On November 12, 2006, about 1445 central standard time, a single-engine Beech A36 airplane, N711A, was substantially damaged during a precautionary landing following an observation of a high engine oil temperature indication and smoke in the cockpit, while in cruise flight near Pocasset, Oklahoma. The private pilot, sole occupant of the airplane, sustained minor injuries. The airplane was registered to and operated by the pilot. Visual meteorological conditions prevailed and no flight plan was filed for the 14 Code of Federal Regulations Part 91 personal flight. The local flight originated from the Chickasha Municipal Airport (CHK), near Chickasha, Oklahoma, approximately 1435.

According to the 4,492-hour pilot, while on a local pleasure flight, he observed an "abnormally high" oil temperature indication before smoke began to come from beneath the instrument panel.
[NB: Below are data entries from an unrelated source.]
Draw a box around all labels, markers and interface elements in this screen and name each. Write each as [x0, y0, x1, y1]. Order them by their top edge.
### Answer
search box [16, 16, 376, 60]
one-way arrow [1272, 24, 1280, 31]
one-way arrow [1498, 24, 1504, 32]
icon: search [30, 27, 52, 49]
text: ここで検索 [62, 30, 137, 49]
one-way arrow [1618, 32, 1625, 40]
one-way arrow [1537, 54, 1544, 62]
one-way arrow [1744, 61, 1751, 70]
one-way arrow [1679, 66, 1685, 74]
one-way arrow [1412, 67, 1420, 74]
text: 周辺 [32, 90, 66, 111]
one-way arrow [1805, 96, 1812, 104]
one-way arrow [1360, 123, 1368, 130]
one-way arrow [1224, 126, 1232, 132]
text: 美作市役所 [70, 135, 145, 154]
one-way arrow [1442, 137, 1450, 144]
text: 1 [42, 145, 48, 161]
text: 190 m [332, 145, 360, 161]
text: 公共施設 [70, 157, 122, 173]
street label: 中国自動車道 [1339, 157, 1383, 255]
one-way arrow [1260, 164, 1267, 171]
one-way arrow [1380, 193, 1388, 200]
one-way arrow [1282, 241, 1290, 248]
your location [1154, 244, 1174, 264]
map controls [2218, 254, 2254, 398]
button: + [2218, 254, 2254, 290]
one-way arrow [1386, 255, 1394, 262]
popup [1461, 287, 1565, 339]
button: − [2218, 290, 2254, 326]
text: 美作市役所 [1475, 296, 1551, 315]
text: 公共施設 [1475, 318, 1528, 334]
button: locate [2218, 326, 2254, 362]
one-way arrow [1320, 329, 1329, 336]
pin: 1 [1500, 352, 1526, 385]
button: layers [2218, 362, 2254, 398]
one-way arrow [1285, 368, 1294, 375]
The pilot elected to shut the engine down and perform a precautionary landing to a soft and hilly field. During precautionary landing, the left wing tip collided withe the ground and the nose landing gear was sheared-off. The airplane came to rest in an upright position and the pilot was able to exit the airplane unassisted. There was no fire.

An inspector from the Federal Aviation Administration (FAA) responded to the accident site. The inspector reported that the airplane's right wing and the engine firewall sustained structural damage. The inspector further reported that he had examined the airplane and could not find the source of the smoke.

A NTSB representative examined the airplane at a later date. The engine nacelle area and engine exterior was found clean with no obvious oil leaks. The oil dipstick was removed and indicated clean oil in the oil sump. The cabin heater valve and defrost knobs were found in the "ON" position. The heater shroud was removed and the muffler visually examined. No defects were noted. The instrument access panel, located in the firewall, was removed and the area behind the instrument panel was visually examined via a flashlight and mirror. The electrical wiring did not appear damaged and there were no signs of electrical arcing or fire. The area around the landing gear motor was also examined and no abnormalities were noted. The examination did not reveal the source of the smoke or the reason for the "abnormally high" oil temperature indication.

The pilot further reported that at the time of departure the wind was from 170 degrees at 20 knots gusting to 25 knots.